TASK REQUIREMENTS: Starting at the top line and ending at the bottom one, repeat the entries exactly and drop every picture.

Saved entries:
* * * * * * * * *

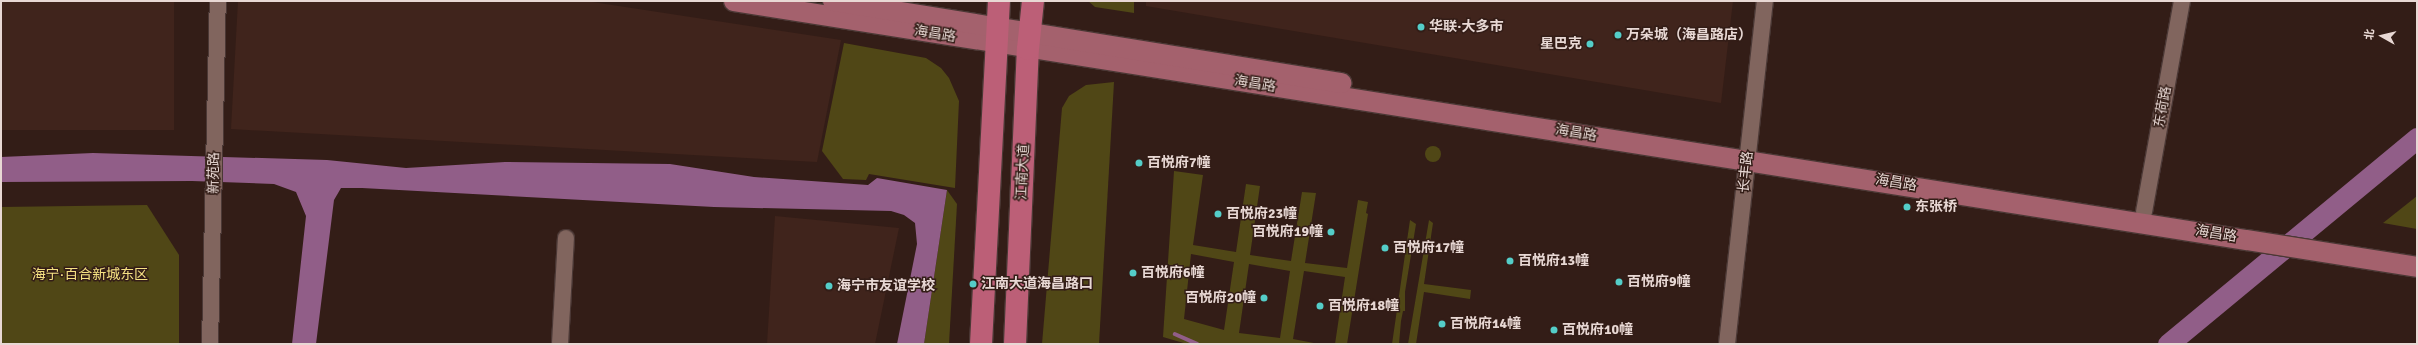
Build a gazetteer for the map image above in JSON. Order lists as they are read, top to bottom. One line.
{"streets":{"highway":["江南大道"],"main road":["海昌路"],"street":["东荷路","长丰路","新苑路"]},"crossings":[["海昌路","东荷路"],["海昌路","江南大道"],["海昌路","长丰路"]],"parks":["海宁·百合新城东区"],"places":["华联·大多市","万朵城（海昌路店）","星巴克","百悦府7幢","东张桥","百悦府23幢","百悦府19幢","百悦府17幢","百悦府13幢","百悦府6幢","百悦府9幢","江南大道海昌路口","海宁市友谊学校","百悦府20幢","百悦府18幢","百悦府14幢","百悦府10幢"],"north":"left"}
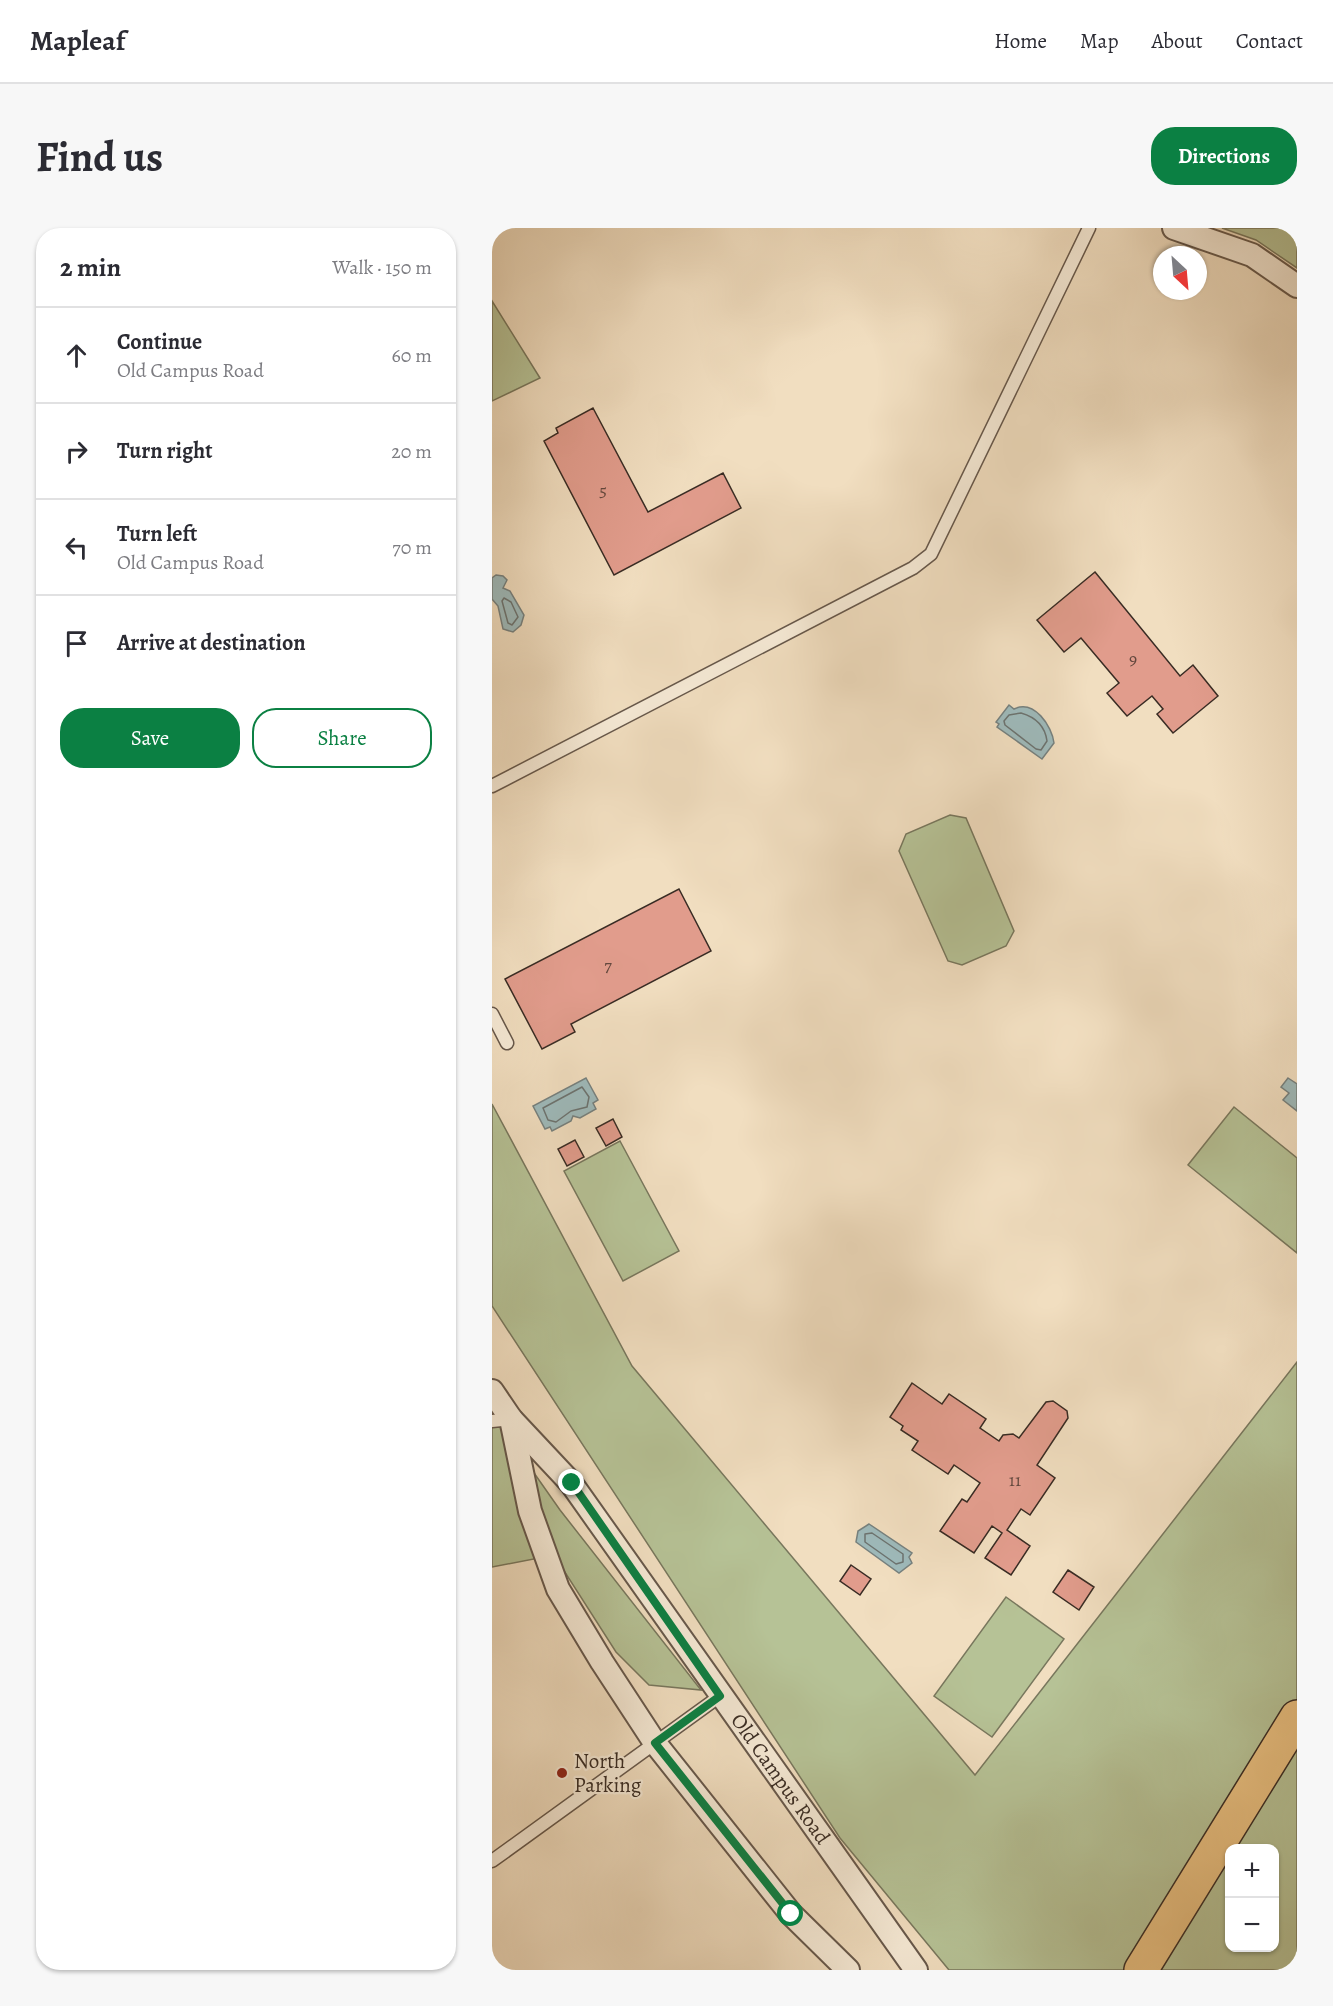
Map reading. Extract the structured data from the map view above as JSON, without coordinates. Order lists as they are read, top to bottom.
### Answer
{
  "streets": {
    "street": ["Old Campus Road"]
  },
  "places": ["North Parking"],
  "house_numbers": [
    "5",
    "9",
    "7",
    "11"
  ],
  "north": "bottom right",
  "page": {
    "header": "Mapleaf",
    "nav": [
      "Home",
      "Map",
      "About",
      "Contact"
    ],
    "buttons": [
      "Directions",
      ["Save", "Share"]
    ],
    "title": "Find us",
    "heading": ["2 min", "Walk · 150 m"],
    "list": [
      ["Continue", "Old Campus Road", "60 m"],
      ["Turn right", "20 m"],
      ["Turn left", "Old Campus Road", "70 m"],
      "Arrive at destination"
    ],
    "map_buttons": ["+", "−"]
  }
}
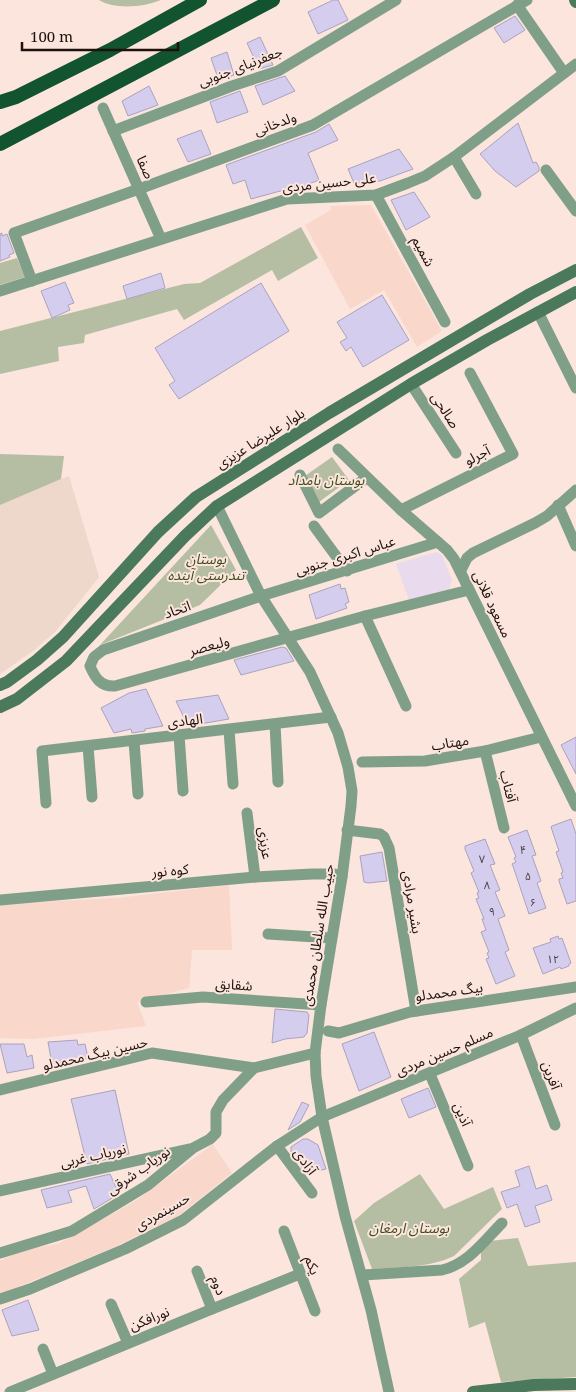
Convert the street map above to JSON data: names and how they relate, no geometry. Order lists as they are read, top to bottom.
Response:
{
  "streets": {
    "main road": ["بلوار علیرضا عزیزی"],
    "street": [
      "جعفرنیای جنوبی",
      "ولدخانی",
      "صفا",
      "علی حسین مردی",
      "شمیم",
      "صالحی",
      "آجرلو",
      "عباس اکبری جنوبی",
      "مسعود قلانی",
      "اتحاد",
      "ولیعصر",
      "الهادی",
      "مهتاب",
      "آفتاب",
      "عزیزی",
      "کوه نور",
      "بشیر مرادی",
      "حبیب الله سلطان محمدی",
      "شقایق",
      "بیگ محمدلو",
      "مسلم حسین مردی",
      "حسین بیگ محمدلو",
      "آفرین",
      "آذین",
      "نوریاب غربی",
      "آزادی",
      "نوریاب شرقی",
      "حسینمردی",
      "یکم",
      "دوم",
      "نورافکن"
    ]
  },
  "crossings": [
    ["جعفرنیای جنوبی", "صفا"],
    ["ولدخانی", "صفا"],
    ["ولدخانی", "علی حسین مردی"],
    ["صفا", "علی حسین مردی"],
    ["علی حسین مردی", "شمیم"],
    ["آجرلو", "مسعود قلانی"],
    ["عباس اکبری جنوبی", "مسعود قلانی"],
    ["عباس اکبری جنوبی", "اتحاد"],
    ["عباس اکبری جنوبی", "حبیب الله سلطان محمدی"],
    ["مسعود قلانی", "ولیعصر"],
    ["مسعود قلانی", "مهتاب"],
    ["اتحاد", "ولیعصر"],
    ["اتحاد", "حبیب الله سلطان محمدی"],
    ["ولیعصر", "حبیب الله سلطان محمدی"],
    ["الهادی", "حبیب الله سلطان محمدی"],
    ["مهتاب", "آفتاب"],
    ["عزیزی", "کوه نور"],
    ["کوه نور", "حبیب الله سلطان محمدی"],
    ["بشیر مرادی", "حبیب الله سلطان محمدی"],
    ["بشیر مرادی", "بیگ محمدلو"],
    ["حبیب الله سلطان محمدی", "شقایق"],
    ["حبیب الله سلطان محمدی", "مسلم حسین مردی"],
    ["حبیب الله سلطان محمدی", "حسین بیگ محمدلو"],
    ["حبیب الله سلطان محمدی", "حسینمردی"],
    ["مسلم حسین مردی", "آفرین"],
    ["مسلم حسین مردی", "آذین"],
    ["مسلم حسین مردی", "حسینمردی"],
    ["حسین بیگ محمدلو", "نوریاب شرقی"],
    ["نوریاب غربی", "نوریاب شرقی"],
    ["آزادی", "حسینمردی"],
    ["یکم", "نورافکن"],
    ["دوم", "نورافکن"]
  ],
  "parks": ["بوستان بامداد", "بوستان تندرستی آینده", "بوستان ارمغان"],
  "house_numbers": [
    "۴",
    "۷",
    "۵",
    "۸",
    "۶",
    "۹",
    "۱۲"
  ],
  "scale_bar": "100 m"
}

* * * * * * * * *

RESULT:
Build a gazetteer for the map image above in JSON. Order lists as they are read, top to bottom. One line.
{"streets":{"highway":["江南大道"],"main road":["海昌路"],"street":["东荷路","长丰路","新苑路"]},"crossings":[["海昌路","东荷路"],["海昌路","江南大道"],["海昌路","长丰路"]],"parks":["海宁·百合新城东区"],"places":["华联·大多市","万朵城（海昌路店）","星巴克","百悦府7幢","东张桥","百悦府23幢","百悦府19幢","百悦府17幢","百悦府13幢","百悦府6幢","百悦府9幢","江南大道海昌路口","海宁市友谊学校","百悦府20幢","百悦府18幢","百悦府14幢","百悦府10幢"],"north":"left"}
Map reading. Extract the structured data from the map view above as JSON, without coordinates. Order lists as they are read, top to bottom.
### Answer
{
  "streets": {
    "street": ["Old Campus Road"]
  },
  "places": ["North Parking"],
  "house_numbers": [
    "5",
    "9",
    "7",
    "11"
  ],
  "north": "bottom right",
  "page": {
    "header": "Mapleaf",
    "nav": [
      "Home",
      "Map",
      "About",
      "Contact"
    ],
    "buttons": [
      "Directions",
      ["Save", "Share"]
    ],
    "title": "Find us",
    "heading": ["2 min", "Walk · 150 m"],
    "list": [
      ["Continue", "Old Campus Road", "60 m"],
      ["Turn right", "20 m"],
      ["Turn left", "Old Campus Road", "70 m"],
      "Arrive at destination"
    ],
    "map_buttons": ["+", "−"]
  }
}
Convert the street map above to JSON data: names and how they relate, no geometry. Order lists as they are read, top to bottom.
Response:
{
  "streets": {
    "main road": ["بلوار علیرضا عزیزی"],
    "street": [
      "جعفرنیای جنوبی",
      "ولدخانی",
      "صفا",
      "علی حسین مردی",
      "شمیم",
      "صالحی",
      "آجرلو",
      "عباس اکبری جنوبی",
      "مسعود قلانی",
      "اتحاد",
      "ولیعصر",
      "الهادی",
      "مهتاب",
      "آفتاب",
      "عزیزی",
      "کوه نور",
      "بشیر مرادی",
      "حبیب الله سلطان محمدی",
      "شقایق",
      "بیگ محمدلو",
      "مسلم حسین مردی",
      "حسین بیگ محمدلو",
      "آفرین",
      "آذین",
      "نوریاب غربی",
      "آزادی",
      "نوریاب شرقی",
      "حسینمردی",
      "یکم",
      "دوم",
      "نورافکن"
    ]
  },
  "crossings": [
    ["جعفرنیای جنوبی", "صفا"],
    ["ولدخانی", "صفا"],
    ["ولدخانی", "علی حسین مردی"],
    ["صفا", "علی حسین مردی"],
    ["علی حسین مردی", "شمیم"],
    ["آجرلو", "مسعود قلانی"],
    ["عباس اکبری جنوبی", "مسعود قلانی"],
    ["عباس اکبری جنوبی", "اتحاد"],
    ["عباس اکبری جنوبی", "حبیب الله سلطان محمدی"],
    ["مسعود قلانی", "ولیعصر"],
    ["مسعود قلانی", "مهتاب"],
    ["اتحاد", "ولیعصر"],
    ["اتحاد", "حبیب الله سلطان محمدی"],
    ["ولیعصر", "حبیب الله سلطان محمدی"],
    ["الهادی", "حبیب الله سلطان محمدی"],
    ["مهتاب", "آفتاب"],
    ["عزیزی", "کوه نور"],
    ["کوه نور", "حبیب الله سلطان محمدی"],
    ["بشیر مرادی", "حبیب الله سلطان محمدی"],
    ["بشیر مرادی", "بیگ محمدلو"],
    ["حبیب الله سلطان محمدی", "شقایق"],
    ["حبیب الله سلطان محمدی", "مسلم حسین مردی"],
    ["حبیب الله سلطان محمدی", "حسین بیگ محمدلو"],
    ["حبیب الله سلطان محمدی", "حسینمردی"],
    ["مسلم حسین مردی", "آفرین"],
    ["مسلم حسین مردی", "آذین"],
    ["مسلم حسین مردی", "حسینمردی"],
    ["حسین بیگ محمدلو", "نوریاب شرقی"],
    ["نوریاب غربی", "نوریاب شرقی"],
    ["آزادی", "حسینمردی"],
    ["یکم", "نورافکن"],
    ["دوم", "نورافکن"]
  ],
  "parks": ["بوستان بامداد", "بوستان تندرستی آینده", "بوستان ارمغان"],
  "house_numbers": [
    "۴",
    "۷",
    "۵",
    "۸",
    "۶",
    "۹",
    "۱۲"
  ],
  "scale_bar": "100 m"
}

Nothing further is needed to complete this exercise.